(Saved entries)
· · · · ·
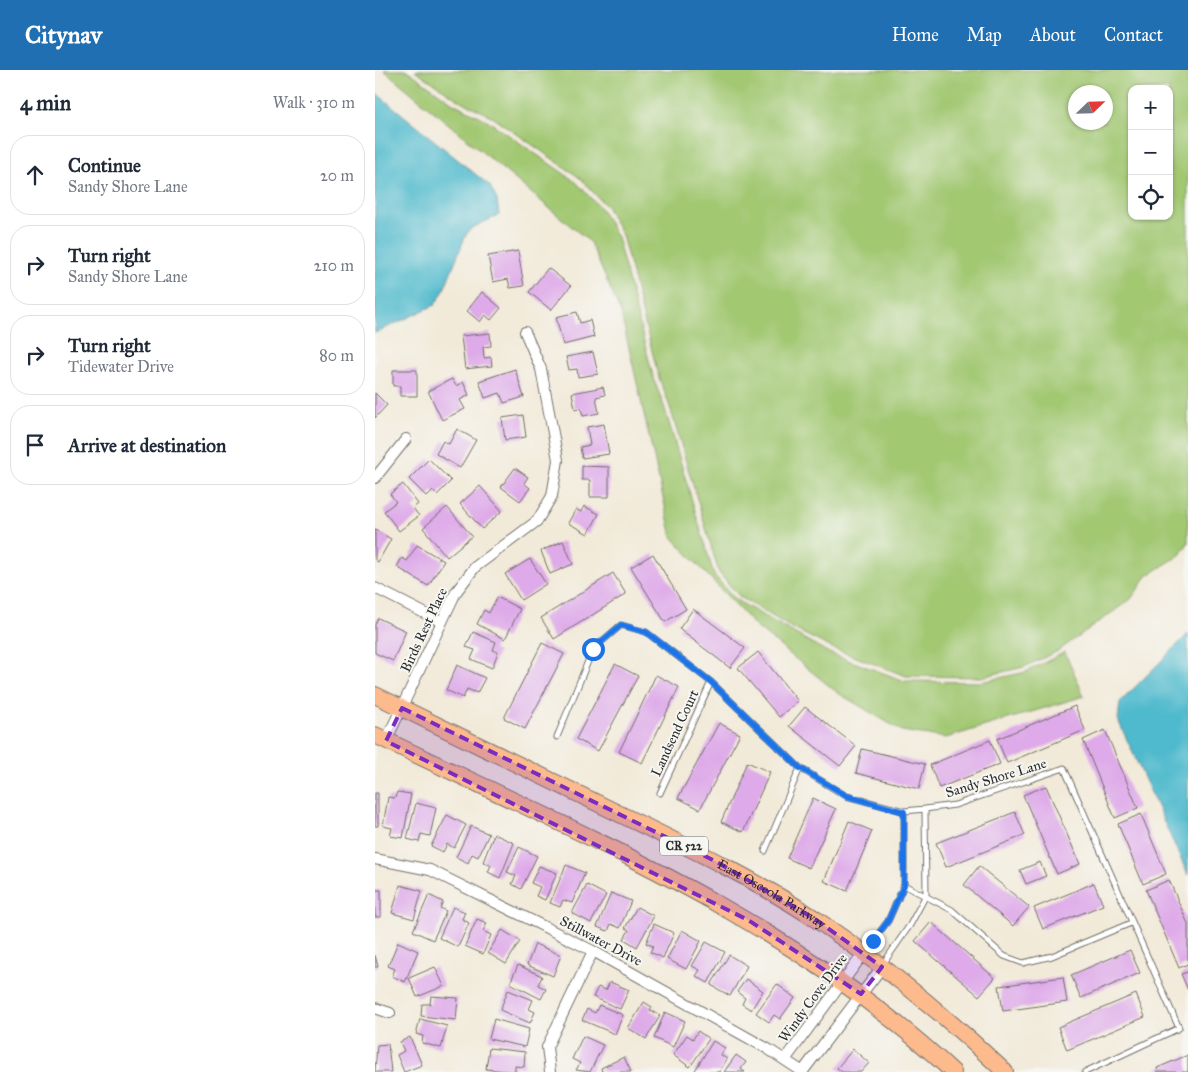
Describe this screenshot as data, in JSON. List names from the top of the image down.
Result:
{
  "streets": {
    "main road": ["CR 522", "East Osceola Parkway"],
    "street": ["Birds Rest Place", "Stillwater Drive", "Windy Cove Drive"],
    "lane": ["Landsend Court", "Sandy Shore Lane"]
  },
  "crossings": [
    ["Birds Rest Place", "CR 522"],
    ["Birds Rest Place", "East Osceola Parkway"],
    ["Landsend Court", "Sandy Shore Lane"],
    ["CR 522", "Windy Cove Drive"],
    ["East Osceola Parkway", "Windy Cove Drive"],
    ["Stillwater Drive", "Windy Cove Drive"]
  ],
  "north": "top right",
  "page": {
    "header": "Citynav",
    "nav": [
      "Home",
      "Map",
      "About",
      "Contact"
    ],
    "heading": ["4 min", "Walk · 310 m"],
    "map_buttons": ["+", "−"],
    "list": [
      ["Continue", "Sandy Shore Lane", "20 m"],
      ["Turn right", "Sandy Shore Lane", "210 m"],
      ["Turn right", "Tidewater Drive", "80 m"],
      "Arrive at destination"
    ]
  }
}
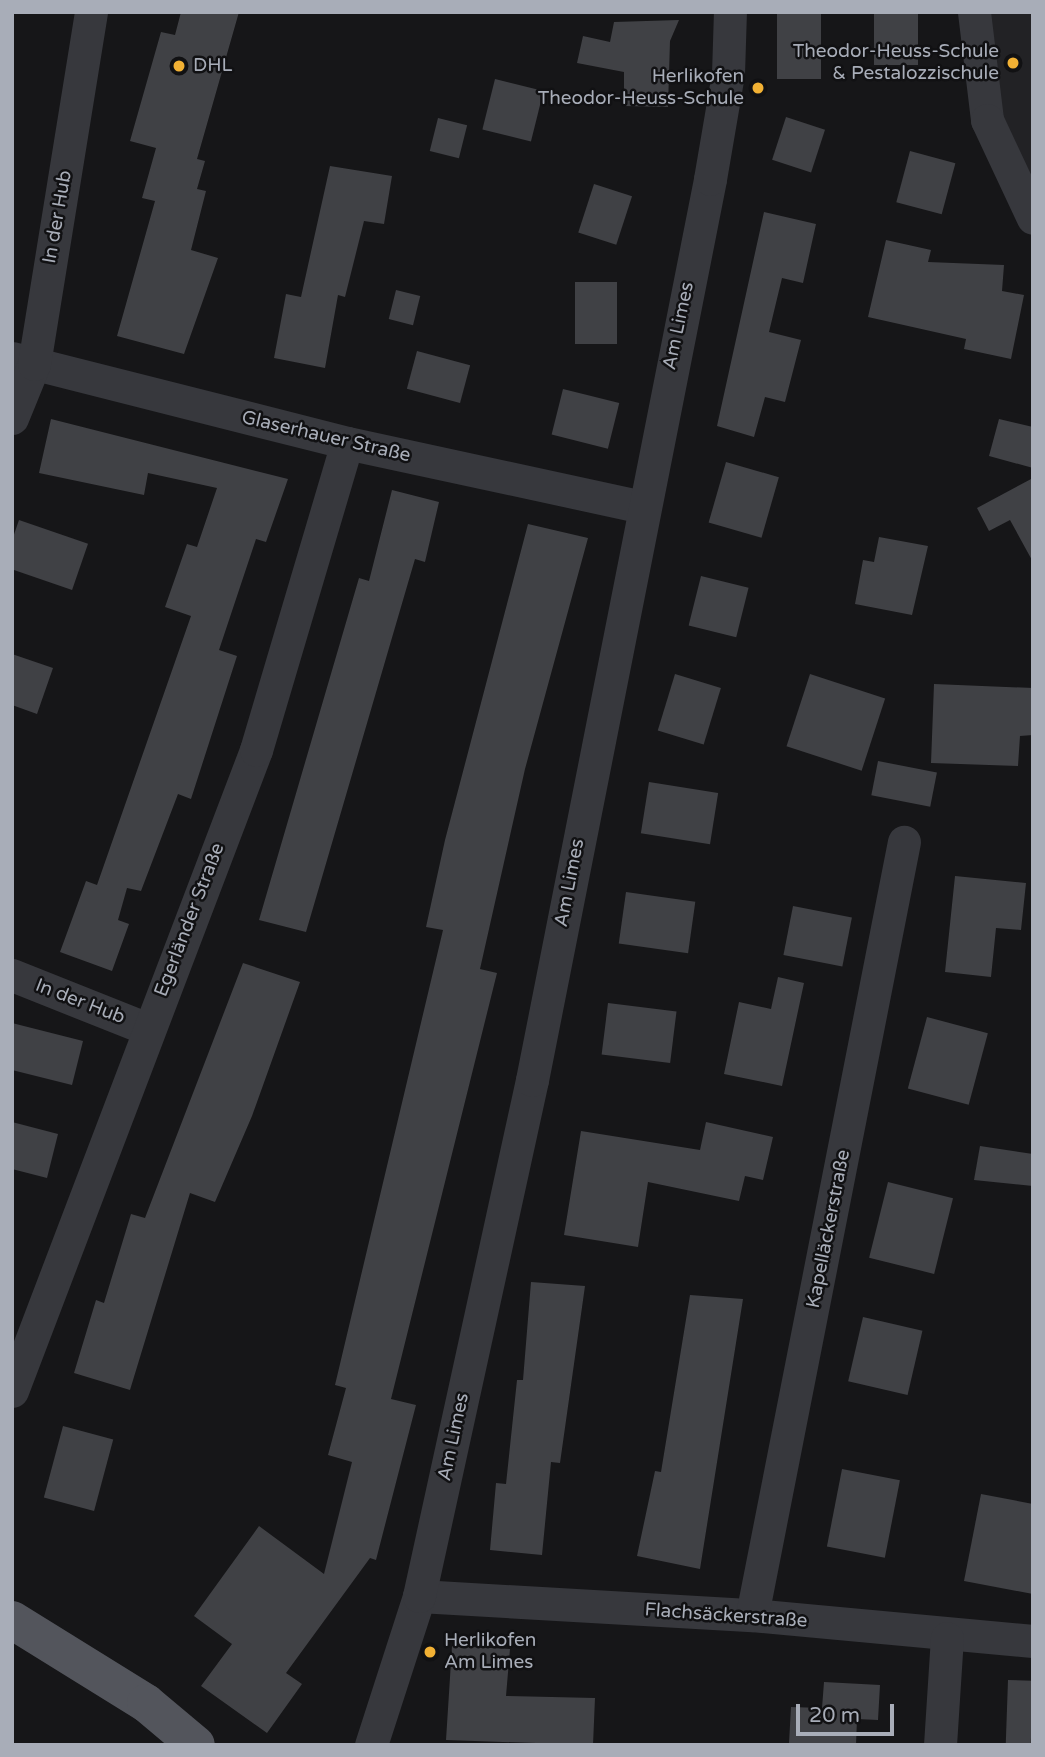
· · · · ·
**WORK ITEM:**
Would you copy out every line of the data above exactly, minus the pictures?

**SOLUTION TO THIS PROBLEM:**
Describe this screenshot as data, in JSON. List names from the top of the image down.
Result:
{
  "streets": {
    "main road": ["CR 522", "East Osceola Parkway"],
    "street": ["Birds Rest Place", "Stillwater Drive", "Windy Cove Drive"],
    "lane": ["Landsend Court", "Sandy Shore Lane"]
  },
  "crossings": [
    ["Birds Rest Place", "CR 522"],
    ["Birds Rest Place", "East Osceola Parkway"],
    ["Landsend Court", "Sandy Shore Lane"],
    ["CR 522", "Windy Cove Drive"],
    ["East Osceola Parkway", "Windy Cove Drive"],
    ["Stillwater Drive", "Windy Cove Drive"]
  ],
  "north": "top right",
  "page": {
    "header": "Citynav",
    "nav": [
      "Home",
      "Map",
      "About",
      "Contact"
    ],
    "heading": ["4 min", "Walk · 310 m"],
    "map_buttons": ["+", "−"],
    "list": [
      ["Continue", "Sandy Shore Lane", "20 m"],
      ["Turn right", "Sandy Shore Lane", "210 m"],
      ["Turn right", "Tidewater Drive", "80 m"],
      "Arrive at destination"
    ]
  }
}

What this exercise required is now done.